▸ Exercise directions
Your task is to print all of the data below exactly, with no pictures included.

▸ Data section
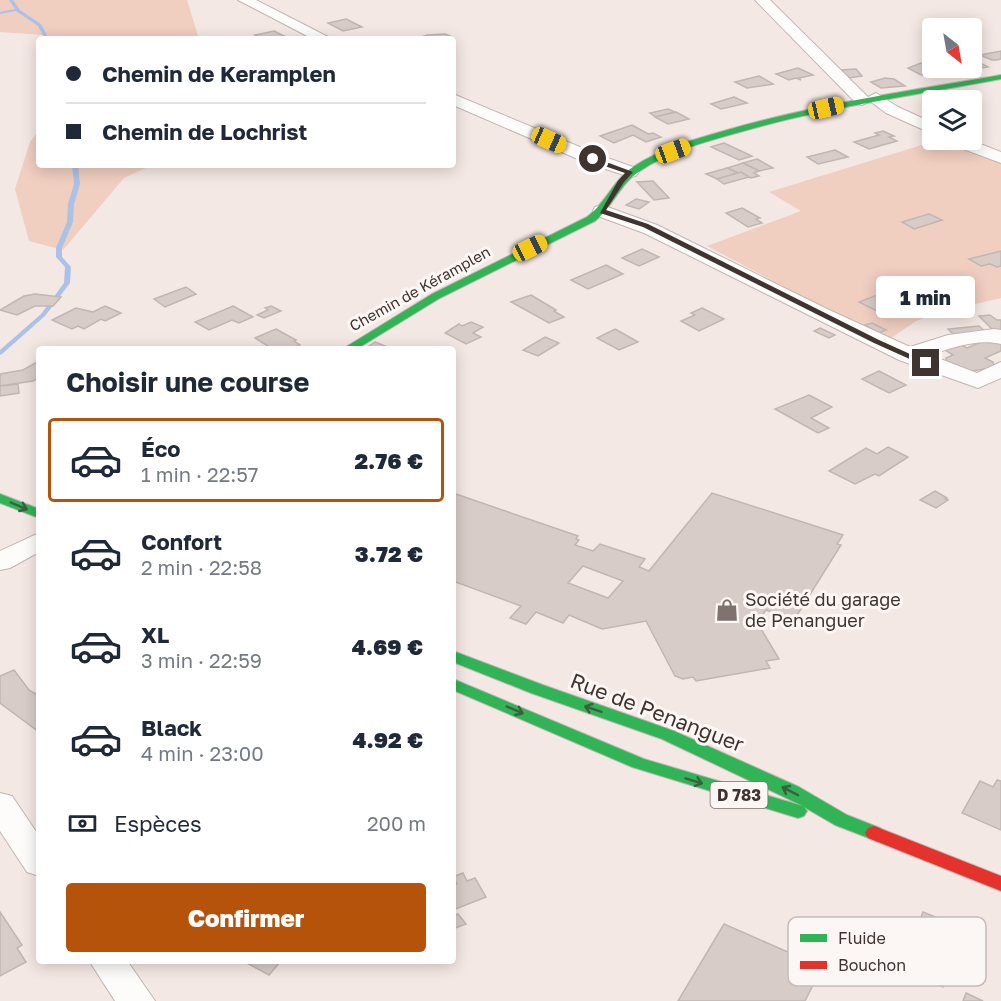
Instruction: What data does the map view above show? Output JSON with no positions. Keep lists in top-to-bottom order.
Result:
{
  "streets": {
    "street": ["Chemin de Kéramplen", "Rue de Penanguer", "D 783"]
  },
  "places": {
    "shop": ["Société du garage de Penanguer"]
  },
  "legend": ["Fluide", "Bouchon"],
  "north": "bottom right",
  "page": {
    "banner": ["Chemin de Keramplen", "Chemin de Lochrist"],
    "bubble": "1 min",
    "heading": "Choisir une course",
    "list": [
      {
        "name": "Éco",
        "note": "1 min · 22:57",
        "value": "2.76 €"
      },
      {
        "name": "Confort",
        "note": "2 min · 22:58",
        "value": "3.72 €"
      },
      {
        "name": "XL",
        "note": "3 min · 22:59",
        "value": "4.69 €"
      },
      {
        "name": "Black",
        "note": "4 min · 23:00",
        "value": "4.92 €"
      }
    ],
    "pay": ["Espèces", "200 m"],
    "buttons": "Confirmer"
  }
}
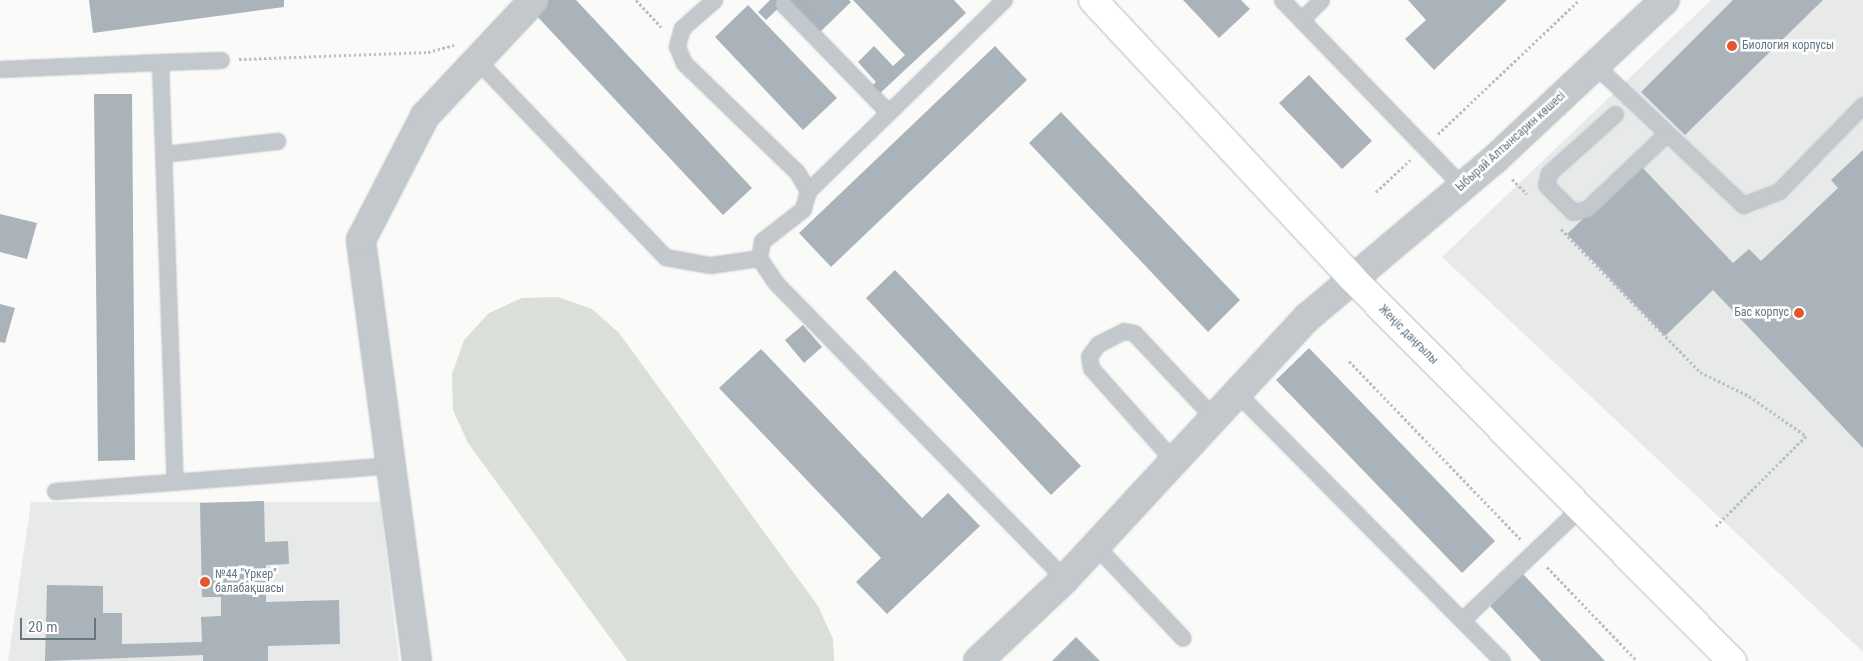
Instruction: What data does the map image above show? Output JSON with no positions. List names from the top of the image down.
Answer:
{
  "streets": {
    "main road": ["Жеңіс даңғылы"],
    "street": ["Ыбырай Алтынсарин көшесі"]
  },
  "crossings": [
    ["Ыбырай Алтынсарин көшесі", "Жеңіс даңғылы"]
  ],
  "places": ["Биология корпусы", "Бас корпус", "№44 \"Үркер\" балабақшасы"],
  "scale_bar": "20 m"
}
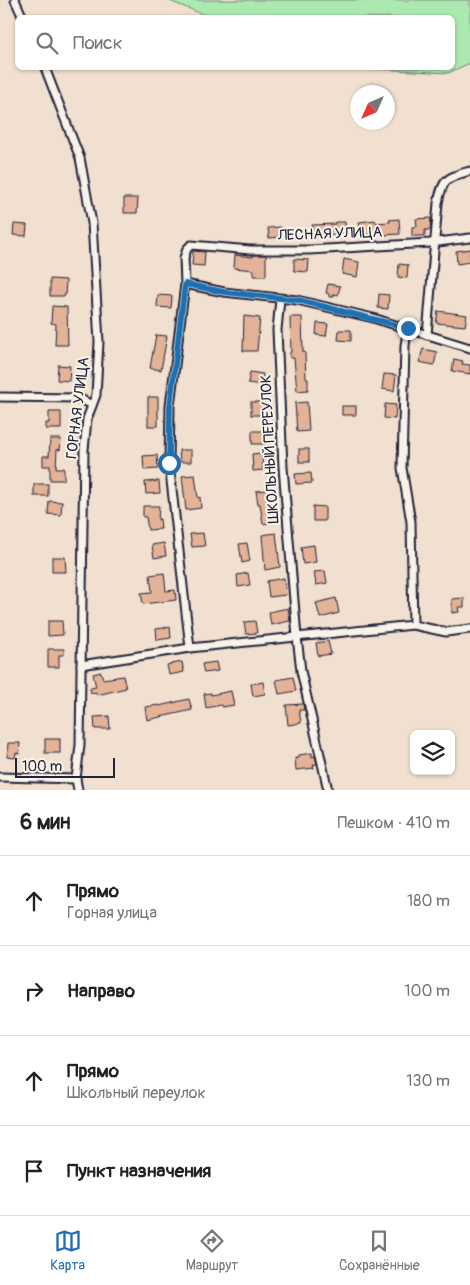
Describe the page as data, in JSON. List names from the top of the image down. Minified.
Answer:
{"streets":{"street":["ЛЕСНАЯ УЛИЦА","ГОРНАЯ УЛИЦА","ШКОЛЬНЫЙ ПЕРЕУЛОК"]},"scale_bar":"100 m","north":"bottom left","page":{"search":"Поиск","scale":"100 m","heading":["6 мин","Пешком · 410 m"],"list":[["Прямо","Горная улица","180 m"],["Направо","100 m"],["Прямо","Школьный переулок","130 m"],"Пункт назначения"],"nav":["Карта","Маршрут","Сохранённые"]}}
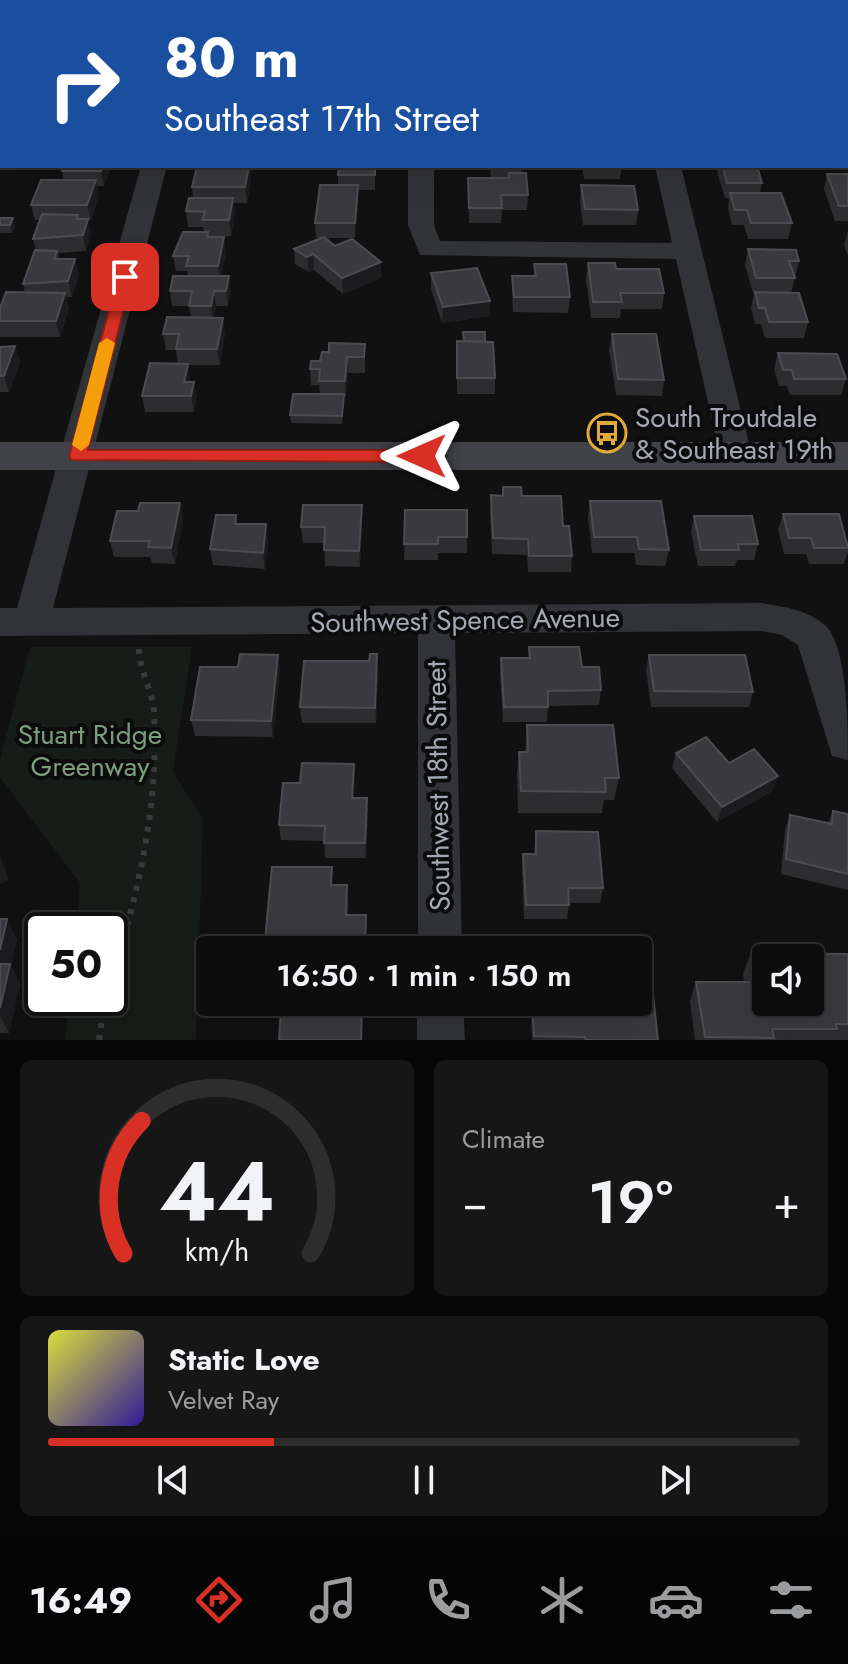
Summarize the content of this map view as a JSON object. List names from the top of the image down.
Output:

▸ Answer for the task
Instruction: What data does the map view above show? Output JSON with no positions. Keep lists in top-to-bottom order.
Result:
{
  "streets": {
    "street": ["Chemin de Kéramplen", "Rue de Penanguer", "D 783"]
  },
  "places": {
    "shop": ["Société du garage de Penanguer"]
  },
  "legend": ["Fluide", "Bouchon"],
  "north": "bottom right",
  "page": {
    "banner": ["Chemin de Keramplen", "Chemin de Lochrist"],
    "bubble": "1 min",
    "heading": "Choisir une course",
    "list": [
      {
        "name": "Éco",
        "note": "1 min · 22:57",
        "value": "2.76 €"
      },
      {
        "name": "Confort",
        "note": "2 min · 22:58",
        "value": "3.72 €"
      },
      {
        "name": "XL",
        "note": "3 min · 22:59",
        "value": "4.69 €"
      },
      {
        "name": "Black",
        "note": "4 min · 23:00",
        "value": "4.92 €"
      }
    ],
    "pay": ["Espèces", "200 m"],
    "buttons": "Confirmer"
  }
}
Instruction: What data does the map image above show? Output JSON with no positions. List names from the top of the image down.
Answer:
{
  "streets": {
    "main road": ["Жеңіс даңғылы"],
    "street": ["Ыбырай Алтынсарин көшесі"]
  },
  "crossings": [
    ["Ыбырай Алтынсарин көшесі", "Жеңіс даңғылы"]
  ],
  "places": ["Биология корпусы", "Бас корпус", "№44 \"Үркер\" балабақшасы"],
  "scale_bar": "20 m"
}
Describe the page as data, in JSON. List names from the top of the image down. Minified.
Answer:
{"streets":{"street":["ЛЕСНАЯ УЛИЦА","ГОРНАЯ УЛИЦА","ШКОЛЬНЫЙ ПЕРЕУЛОК"]},"scale_bar":"100 m","north":"bottom left","page":{"search":"Поиск","scale":"100 m","heading":["6 мин","Пешком · 410 m"],"list":[["Прямо","Горная улица","180 m"],["Направо","100 m"],["Прямо","Школьный переулок","130 m"],"Пункт назначения"],"nav":["Карта","Маршрут","Сохранённые"]}}
Summarize the content of this map view as a JSON object. List names from the top of the image down.
Output:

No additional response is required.